RCL: Deuteronomio 18: 15-20; Salmo 111; 1 Corintios 8: 1-13; San Marcos 1: 21-28

Deuteronomio 18: 15-20

El tiempo de la Epifanía es una meditación sobre el anuncio y la revelación de Dios de sí mismo en las diversas actividades de la vida de Jesús. Los misterios que la Iglesia explora los domingos que siguen a la fiesta (la visita de los Magos, el Bautismo de Jesús, la Transfiguración, las Bodas de Caná, etc.) se refieren a que Jesús muestre quién es y cómo cumple las promesas que Dios ha hecho a lo largo de la historia de la salvación. Esto incluye la promesa del Señor de escoger a un profeta como Moisés en la lectura de Deuteronomio.

Pero, ¿qué es lo que hace de Moisés un profeta y de Jesús el cumplimiento de esta profecía? El privilegio de Moisés no consistía únicamente en ser el custodio del poder de Dios de liberación de la esclavitud en Egipto y en la entrega de la Ley al Pueblo. En cambio, la identidad de Moisés se deriva de que el Señor “hablaría con Moisés cara a cara, como se habla con un amigo”. Pero incluso esto tenía sus límites. En el Sinaí, Moisés tuvo que ser protegido como cualquier otro mortal de ver la gloria del Señor, o moriría. No es así con Jesús. Como nos dice san Juan,

“Nadie ha visto jamás a Dios. El Hijo único, que es Dios, y que vive en íntima comunión con el Padre, es quien nos lo ha dado a conocer”.

A lo largo de los evangelios, encontraremos más paralelismos entre las vidas de Moisés y Jesús. Esto es intencional por parte de los evangelistas. Recuerde la Masacre de los Inocentes, el Sermón de la Montaña y la Transfiguración en Tabor. Pero lo más importante es recordar las repetidas referencias a que Jesús se iba a orar y conversar con Dios “cara a cara” como Moisés en el Tabernáculo.

  • ¿Qué nos enseña este pasaje sobre la teología de las Escrituras? ¿Sobre la identidad de Jesús como un “nuevo” Moisés?

Salmo 111

Podríamos ver este salmo en cierto sentido como “mirando detrás del velo” al corazón del profeta que conversa con Dios. El salmista alaba y agradece al Señor principalmente por sus obras salvadoras en la historia para el Pueblo del Pacto.

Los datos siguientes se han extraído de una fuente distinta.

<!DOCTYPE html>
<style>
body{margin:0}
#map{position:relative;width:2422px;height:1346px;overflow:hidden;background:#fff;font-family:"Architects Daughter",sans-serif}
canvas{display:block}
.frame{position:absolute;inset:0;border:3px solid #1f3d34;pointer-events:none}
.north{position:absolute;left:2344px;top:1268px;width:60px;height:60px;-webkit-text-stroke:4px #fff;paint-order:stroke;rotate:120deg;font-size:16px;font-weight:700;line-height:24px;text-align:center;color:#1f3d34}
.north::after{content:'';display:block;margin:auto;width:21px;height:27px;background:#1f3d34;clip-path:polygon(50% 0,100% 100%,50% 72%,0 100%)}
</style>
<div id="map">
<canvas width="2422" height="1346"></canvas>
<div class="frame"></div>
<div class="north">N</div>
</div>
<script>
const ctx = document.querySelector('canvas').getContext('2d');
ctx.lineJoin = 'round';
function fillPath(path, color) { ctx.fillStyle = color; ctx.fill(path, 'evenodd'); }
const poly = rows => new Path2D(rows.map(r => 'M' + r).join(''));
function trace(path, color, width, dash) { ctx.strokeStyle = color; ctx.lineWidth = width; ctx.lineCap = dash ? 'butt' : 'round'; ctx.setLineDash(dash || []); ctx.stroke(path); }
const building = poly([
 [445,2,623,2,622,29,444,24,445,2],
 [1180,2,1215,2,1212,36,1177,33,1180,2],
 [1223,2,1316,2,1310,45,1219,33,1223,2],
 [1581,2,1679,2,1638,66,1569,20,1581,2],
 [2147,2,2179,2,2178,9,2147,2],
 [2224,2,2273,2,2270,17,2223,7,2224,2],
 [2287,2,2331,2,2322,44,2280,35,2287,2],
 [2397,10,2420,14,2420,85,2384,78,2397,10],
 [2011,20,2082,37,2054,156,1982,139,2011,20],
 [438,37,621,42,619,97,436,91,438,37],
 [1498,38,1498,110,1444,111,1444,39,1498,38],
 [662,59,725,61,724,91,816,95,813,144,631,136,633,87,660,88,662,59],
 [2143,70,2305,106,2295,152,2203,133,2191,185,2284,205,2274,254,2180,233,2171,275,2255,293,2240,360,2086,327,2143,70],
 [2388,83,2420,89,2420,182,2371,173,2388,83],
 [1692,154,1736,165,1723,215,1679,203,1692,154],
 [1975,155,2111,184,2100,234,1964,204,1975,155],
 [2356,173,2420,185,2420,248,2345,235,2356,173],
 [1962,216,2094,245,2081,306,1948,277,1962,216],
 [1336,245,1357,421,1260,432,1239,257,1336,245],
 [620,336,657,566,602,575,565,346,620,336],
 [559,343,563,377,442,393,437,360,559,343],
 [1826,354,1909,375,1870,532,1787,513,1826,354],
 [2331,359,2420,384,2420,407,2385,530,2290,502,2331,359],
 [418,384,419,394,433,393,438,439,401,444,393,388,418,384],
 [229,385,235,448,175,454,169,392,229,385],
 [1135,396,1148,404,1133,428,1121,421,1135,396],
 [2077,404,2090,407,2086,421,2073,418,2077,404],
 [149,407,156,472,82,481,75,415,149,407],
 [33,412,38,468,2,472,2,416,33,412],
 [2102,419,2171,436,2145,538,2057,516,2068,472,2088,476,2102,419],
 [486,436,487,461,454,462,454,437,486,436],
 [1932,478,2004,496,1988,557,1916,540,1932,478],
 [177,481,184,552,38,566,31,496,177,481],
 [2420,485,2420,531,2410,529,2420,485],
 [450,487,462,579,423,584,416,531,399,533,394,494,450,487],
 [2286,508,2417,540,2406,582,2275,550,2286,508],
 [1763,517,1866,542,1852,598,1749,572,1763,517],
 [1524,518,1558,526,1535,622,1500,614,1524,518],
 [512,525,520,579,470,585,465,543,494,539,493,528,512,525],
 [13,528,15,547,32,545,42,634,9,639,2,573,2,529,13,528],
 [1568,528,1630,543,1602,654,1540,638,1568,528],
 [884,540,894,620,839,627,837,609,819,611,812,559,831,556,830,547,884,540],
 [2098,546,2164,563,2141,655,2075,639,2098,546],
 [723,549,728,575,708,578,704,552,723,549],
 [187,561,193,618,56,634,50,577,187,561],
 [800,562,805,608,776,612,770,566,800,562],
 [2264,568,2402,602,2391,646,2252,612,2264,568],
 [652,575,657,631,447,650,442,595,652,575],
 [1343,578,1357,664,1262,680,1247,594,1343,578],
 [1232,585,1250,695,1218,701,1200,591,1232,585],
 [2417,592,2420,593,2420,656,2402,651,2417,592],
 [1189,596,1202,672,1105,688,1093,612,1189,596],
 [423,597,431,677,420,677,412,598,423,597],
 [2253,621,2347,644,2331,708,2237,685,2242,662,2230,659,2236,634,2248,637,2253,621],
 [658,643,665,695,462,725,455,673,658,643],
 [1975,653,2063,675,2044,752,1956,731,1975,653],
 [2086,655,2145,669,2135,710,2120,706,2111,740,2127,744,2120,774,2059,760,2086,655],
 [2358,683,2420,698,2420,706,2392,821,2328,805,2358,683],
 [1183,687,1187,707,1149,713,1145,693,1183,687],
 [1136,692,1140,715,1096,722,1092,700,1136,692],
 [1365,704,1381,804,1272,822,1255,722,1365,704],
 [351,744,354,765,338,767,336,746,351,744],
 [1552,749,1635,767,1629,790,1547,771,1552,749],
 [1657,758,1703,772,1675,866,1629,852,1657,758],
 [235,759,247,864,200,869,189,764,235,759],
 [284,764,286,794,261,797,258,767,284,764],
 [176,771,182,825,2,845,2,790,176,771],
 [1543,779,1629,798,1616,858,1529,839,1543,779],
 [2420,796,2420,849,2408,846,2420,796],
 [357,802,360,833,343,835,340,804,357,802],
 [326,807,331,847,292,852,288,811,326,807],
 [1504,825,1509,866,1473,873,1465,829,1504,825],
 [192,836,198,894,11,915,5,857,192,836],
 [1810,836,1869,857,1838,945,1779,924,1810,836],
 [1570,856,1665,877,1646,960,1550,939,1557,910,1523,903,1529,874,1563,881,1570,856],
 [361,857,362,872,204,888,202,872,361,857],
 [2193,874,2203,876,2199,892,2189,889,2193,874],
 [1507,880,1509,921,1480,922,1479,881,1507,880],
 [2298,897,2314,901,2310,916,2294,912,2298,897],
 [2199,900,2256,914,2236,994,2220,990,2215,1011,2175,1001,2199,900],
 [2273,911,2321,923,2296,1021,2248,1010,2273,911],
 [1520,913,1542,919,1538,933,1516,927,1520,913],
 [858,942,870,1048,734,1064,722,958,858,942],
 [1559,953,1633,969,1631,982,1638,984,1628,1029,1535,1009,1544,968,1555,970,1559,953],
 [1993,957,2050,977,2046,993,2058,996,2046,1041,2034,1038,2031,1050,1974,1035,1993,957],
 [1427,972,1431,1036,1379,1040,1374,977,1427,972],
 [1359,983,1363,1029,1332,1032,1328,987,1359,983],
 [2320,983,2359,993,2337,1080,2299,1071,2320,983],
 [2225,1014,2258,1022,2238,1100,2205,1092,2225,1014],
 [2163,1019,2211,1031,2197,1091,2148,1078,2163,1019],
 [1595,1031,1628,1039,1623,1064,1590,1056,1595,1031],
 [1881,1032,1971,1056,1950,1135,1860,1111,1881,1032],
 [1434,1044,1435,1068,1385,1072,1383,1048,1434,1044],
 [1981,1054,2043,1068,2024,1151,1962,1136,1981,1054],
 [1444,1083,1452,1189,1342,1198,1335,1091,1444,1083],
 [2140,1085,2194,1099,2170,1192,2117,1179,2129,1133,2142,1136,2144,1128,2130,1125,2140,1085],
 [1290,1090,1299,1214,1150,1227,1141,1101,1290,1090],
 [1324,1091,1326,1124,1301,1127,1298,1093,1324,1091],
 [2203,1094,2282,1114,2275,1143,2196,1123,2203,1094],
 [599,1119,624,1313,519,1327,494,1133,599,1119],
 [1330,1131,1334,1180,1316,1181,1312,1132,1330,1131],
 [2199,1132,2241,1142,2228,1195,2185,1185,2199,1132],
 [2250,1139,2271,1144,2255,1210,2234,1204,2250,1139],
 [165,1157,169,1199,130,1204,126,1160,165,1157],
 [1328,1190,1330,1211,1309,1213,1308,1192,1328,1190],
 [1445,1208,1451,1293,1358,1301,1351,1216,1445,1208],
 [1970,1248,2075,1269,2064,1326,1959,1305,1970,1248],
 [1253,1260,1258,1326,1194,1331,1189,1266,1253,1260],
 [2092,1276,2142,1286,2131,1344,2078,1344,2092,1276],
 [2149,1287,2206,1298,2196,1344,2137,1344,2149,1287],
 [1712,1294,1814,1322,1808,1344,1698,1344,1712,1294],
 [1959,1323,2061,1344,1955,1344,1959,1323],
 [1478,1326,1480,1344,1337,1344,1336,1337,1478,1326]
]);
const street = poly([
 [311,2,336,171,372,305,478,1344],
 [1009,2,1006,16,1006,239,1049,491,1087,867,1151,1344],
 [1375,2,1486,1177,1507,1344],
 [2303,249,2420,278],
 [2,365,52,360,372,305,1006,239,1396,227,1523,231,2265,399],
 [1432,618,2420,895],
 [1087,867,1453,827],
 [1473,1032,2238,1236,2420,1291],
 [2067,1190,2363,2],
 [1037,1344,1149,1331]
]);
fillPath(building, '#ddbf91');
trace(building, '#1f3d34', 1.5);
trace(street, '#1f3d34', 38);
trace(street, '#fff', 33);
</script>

Las resonancias con la narrativa del Éxodo son obvias y complementan lo que ya hemos considerado sobre Moisés en la lectura de Deuteronomio. La práctica patrística de poner los salmos “en los labios de Cristo” merece una meditación más rica. El subtexto de estos pasajes es que existe una correspondencia esencial entre lo que Dios ha hecho en la historia de Israel que finalmente se consuma en el Misterio Pascual de Cristo.

  • ¿Este salmo ayuda a responder nuestra pregunta anterior sobre la condición de Jesús como profeta de Dios?
  • Considerando su uso litúrgico, ¿nos dice algo sobre la alabanza? ¿Adoración cristiana?

1 Corintios 8: 1-13

¿Qué tienen que ver los pensamientos de san Pablo sobre las prácticas alimentarias del templo helenístico (la carne comprada a menudo se tomaba del animal sacrificado en altares paganos) y las delicadas conciencias de ciertos cristianos corintios con la revelación del Misterio Pascual? Para estar un poco perplejo, observe más de cerca la carta: “Lo que digo es que cuando los paganos ofrecen algo en sacrificio, se lo ofrecen a los demonios y no a Dios y yo no quiero que ustedes tengan nada en común con los demonios”. ¿No parece esto contradecir lo que dice en nuestro pasaje? ¿Existen los demonios detrás de los ídolos o no?

Lo que Pablo parece estar insinuando es que aunque las fuerzas del enemigo existen, ya no tienen el poder de afligir a aquellos para quienes “hay un solo Dios, el Padre… y un solo Señor, Jesucristo”. Los cristianos entonces deberían complacer la conciencia de aquellos que desean despojarse de la postura cómplice de la cultura circundante con “el espíritu que domina en el aire”.

Como aclarará la lectura del Evangelio, la experiencia cristiana ha entendido la misión de Jesús como la liberación de la comunidad humana del reino de Satanás y sus ángeles caídos mediante la introducción del reino de Dios. La libertad de la que habla Pablo es el éxodo de la Iglesia de las tinieblas y el pecado a la luz de la redención de Dios en Cristo.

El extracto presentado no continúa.